Absolutely...what I love best about inverts is they can never, ever fail to amaze me, no matter how much I learn. Just when you think you've seen it all...suddenly you see footage of O. wonderpus, or of a translucent swimming sea cucumber, or freshwater jellyfish, or countless other things. You don't even NEED to look at the fossil record to see the most bizarre things...they're alive right now, many of which we've probably never even seen!

Inverts, marine in particular, can be about as alien as I can imagine anything to be, yet are right where we can find them (if we go look.) I hope the PBS and Discovery Channel-types keep providing us new footage of these guys, and I especially hope our resident giant squidologist can provide us a nice, loooong movie.
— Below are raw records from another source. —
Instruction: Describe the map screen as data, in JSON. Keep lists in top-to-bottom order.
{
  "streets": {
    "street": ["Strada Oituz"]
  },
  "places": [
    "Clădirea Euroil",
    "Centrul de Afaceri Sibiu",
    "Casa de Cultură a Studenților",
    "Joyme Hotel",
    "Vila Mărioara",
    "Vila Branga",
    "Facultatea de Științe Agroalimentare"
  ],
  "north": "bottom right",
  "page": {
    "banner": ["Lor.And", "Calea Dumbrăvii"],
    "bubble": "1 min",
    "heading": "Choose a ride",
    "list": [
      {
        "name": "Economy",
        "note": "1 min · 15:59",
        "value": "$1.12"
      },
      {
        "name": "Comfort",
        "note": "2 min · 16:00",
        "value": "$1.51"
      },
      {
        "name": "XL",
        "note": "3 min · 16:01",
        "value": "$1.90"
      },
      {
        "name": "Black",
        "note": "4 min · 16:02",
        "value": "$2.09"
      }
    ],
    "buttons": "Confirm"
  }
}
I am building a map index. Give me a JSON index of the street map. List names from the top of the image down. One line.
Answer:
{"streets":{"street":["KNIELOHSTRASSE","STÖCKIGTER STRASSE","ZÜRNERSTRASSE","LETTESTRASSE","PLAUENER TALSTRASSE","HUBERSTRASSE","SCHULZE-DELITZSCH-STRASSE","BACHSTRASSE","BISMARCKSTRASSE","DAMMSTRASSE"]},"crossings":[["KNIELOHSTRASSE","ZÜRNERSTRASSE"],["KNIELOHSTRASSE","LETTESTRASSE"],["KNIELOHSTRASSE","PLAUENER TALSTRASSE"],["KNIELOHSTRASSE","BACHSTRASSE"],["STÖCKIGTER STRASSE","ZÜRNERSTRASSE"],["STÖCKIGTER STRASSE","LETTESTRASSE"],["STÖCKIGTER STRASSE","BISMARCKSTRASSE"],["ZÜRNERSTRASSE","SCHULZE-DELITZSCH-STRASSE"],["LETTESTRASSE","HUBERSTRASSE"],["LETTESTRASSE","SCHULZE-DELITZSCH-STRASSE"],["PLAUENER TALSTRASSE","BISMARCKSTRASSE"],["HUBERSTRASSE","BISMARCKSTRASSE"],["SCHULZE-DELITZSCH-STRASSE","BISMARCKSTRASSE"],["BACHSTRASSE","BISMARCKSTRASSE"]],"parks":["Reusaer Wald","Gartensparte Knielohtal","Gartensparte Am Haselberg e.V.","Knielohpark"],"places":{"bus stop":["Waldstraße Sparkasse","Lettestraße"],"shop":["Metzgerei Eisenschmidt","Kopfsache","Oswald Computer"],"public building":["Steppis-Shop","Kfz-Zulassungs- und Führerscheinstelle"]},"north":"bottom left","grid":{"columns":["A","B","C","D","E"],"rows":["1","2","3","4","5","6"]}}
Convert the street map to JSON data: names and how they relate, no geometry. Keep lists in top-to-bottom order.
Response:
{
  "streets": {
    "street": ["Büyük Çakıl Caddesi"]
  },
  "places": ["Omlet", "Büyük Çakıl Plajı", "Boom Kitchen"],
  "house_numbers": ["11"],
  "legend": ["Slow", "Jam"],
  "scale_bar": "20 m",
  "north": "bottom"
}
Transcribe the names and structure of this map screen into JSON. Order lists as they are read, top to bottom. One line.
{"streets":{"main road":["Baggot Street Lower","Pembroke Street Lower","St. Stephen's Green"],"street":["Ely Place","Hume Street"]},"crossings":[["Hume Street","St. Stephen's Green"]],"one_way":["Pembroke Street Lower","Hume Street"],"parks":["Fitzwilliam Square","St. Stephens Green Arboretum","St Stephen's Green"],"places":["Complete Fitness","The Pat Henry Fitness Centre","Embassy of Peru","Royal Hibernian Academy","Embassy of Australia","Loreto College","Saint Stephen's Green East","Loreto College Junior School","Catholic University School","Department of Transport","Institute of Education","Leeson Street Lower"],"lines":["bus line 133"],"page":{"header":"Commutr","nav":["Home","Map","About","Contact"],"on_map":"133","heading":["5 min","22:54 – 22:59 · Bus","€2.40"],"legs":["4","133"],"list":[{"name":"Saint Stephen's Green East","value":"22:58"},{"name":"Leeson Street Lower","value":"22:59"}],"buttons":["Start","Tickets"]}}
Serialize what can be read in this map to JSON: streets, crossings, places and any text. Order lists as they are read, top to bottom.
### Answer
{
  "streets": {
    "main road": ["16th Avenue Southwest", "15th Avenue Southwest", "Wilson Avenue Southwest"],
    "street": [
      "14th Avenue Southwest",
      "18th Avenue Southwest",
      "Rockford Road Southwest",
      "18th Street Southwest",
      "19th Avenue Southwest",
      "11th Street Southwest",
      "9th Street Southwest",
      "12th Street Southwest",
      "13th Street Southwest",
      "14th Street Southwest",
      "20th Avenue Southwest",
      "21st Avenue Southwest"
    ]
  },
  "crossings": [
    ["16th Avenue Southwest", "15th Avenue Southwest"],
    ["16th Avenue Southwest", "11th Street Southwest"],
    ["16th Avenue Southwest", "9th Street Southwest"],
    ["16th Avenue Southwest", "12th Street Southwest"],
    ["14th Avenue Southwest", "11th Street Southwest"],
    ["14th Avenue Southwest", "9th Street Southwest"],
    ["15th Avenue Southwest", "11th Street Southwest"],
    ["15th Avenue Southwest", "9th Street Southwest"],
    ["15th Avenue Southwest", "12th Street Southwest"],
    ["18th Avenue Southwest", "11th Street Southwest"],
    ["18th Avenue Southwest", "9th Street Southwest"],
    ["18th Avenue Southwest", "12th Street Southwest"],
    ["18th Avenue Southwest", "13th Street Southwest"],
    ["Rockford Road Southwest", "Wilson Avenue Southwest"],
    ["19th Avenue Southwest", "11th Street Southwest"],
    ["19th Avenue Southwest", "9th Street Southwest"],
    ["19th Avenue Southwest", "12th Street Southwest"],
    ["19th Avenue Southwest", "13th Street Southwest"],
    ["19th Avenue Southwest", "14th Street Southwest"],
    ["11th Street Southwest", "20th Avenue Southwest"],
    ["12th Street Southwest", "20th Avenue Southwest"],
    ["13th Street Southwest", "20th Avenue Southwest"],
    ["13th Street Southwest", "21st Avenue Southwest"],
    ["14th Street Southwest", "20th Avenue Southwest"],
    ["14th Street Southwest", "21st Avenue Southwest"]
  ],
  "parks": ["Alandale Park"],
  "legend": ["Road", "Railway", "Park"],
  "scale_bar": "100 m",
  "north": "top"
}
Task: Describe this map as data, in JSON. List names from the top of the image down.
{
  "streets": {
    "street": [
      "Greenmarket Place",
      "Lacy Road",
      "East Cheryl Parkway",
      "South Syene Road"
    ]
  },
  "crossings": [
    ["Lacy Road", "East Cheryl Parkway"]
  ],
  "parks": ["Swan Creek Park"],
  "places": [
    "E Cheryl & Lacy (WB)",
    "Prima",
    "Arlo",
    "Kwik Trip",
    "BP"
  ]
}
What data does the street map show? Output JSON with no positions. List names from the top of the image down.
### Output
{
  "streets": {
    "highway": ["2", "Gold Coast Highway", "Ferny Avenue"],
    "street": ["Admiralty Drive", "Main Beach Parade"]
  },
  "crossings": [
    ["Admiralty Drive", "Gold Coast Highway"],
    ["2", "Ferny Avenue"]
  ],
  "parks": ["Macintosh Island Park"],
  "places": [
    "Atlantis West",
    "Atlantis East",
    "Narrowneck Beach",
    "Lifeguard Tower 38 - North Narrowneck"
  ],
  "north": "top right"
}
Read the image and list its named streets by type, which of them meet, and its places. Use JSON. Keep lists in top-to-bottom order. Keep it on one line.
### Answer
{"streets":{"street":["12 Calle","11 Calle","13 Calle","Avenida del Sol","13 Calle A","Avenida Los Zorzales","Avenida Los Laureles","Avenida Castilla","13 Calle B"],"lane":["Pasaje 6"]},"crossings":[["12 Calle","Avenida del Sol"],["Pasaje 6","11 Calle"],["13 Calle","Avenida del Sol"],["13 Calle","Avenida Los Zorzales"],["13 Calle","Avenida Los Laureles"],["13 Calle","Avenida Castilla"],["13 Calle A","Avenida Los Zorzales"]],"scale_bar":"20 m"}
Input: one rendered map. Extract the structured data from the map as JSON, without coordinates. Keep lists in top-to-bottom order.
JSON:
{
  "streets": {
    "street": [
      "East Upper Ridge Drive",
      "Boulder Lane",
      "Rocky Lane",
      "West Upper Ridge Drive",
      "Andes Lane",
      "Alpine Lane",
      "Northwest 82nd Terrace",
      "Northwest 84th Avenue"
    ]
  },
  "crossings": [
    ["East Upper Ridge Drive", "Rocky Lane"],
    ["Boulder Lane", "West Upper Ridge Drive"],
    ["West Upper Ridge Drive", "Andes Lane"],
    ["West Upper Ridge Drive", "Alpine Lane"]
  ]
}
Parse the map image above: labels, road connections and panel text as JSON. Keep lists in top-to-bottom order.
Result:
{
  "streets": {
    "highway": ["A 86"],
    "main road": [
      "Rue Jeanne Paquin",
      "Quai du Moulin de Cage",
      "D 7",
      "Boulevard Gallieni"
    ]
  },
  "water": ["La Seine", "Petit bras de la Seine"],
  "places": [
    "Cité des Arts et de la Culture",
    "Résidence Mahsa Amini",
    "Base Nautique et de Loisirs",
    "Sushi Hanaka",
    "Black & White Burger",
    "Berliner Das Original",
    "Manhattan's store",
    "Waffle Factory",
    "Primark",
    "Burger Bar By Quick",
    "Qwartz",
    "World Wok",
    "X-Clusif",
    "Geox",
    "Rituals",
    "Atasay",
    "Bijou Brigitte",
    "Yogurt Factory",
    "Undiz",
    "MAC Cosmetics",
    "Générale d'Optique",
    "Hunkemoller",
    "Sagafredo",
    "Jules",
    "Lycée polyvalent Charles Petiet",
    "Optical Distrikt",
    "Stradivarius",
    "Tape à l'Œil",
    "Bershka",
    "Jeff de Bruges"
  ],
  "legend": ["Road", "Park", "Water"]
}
And maybe an autograph? :P

rusty
 
Fujisawas Sake said:
Welcome to TONMO, where the past, present, and future is cephalopods.... Cthulu calls, and this time he's got a great wireless plan!
:lol: I gotta record that on a .wav file and make that the homepage greeting... :roflmao:
 
Hi,

Yeah I must agree I think that the Tully monster was some form of annelid too. I must say I've always been struck by the similarity of the 'trunk' and overall body plan of Tullimonstrum to that of Opabinia. I doubt if there was any close link between the two, separated by over 220 million years and (probably) different phyla, but you never know! Perhaps this is a good example of convergence, similar body plans evolving for similar functions. (just a thought).

One researcher, Foster, has speculated that Tullimonstrum was a heteropod i.e a swimming shell-less gastropod though I think that most researchers place the thing in its own phylum.

BTW, Rusty, if you like bizarre extinct marine invertebrates then I think I have just the beast for you.........

Yahoo | Mail, Weather, Search, Politics, News, Finance, Sports & Videos

Lovely reconstructions and beautiful fossils.

Phil
 
Interesting...that Opabinia DOES resemble Tully. I remember seeing Anomalocaris before, I think in a nature show trying to reconstruct ancient oceans. The site mentions if I was a trilobite I wouldn't want to see this thing coming. Heck...if I was in the ocean TODAY I wouldn't want to see that thing coming! I'll bet those grasping arms and that mouth could do a lot of damage.

I never actually tried finding fossils in the Mazon area. I gather folks used to be able to do that...I wonder if there's still public access to it, or if the site can't handle public combing and needs protection.

rusty
 
Hey Phil,

You know what that thing reminds me of????

I was watching Star Trek - it was the one with the female captain? Voyager I think - Well, the captain and one of her crew members crash landed on this planet and something about the planet made them evolve like crazy, they went through millions of years in like a few weeks.(or maybe they went back?)
Anyways when the rest of the crew found out where they were and came to rescue them, what they found were two giant salamandar looking things with a whole litter of babbie salamandar things.

and thats what that reminds me of!


needless to say the captain was alright and they returned her to normal along with the crew member

:cyclops: it was pretty freaky.


~Serena
 
Oh yeah, I saw that episode of Voyager too; it was terrible! Didn't Janeway 'get frisky' with Paris or something in a salamander form? Yuck.

As for Velvet worms, methinks Colin is your man. I believe he used to breed them.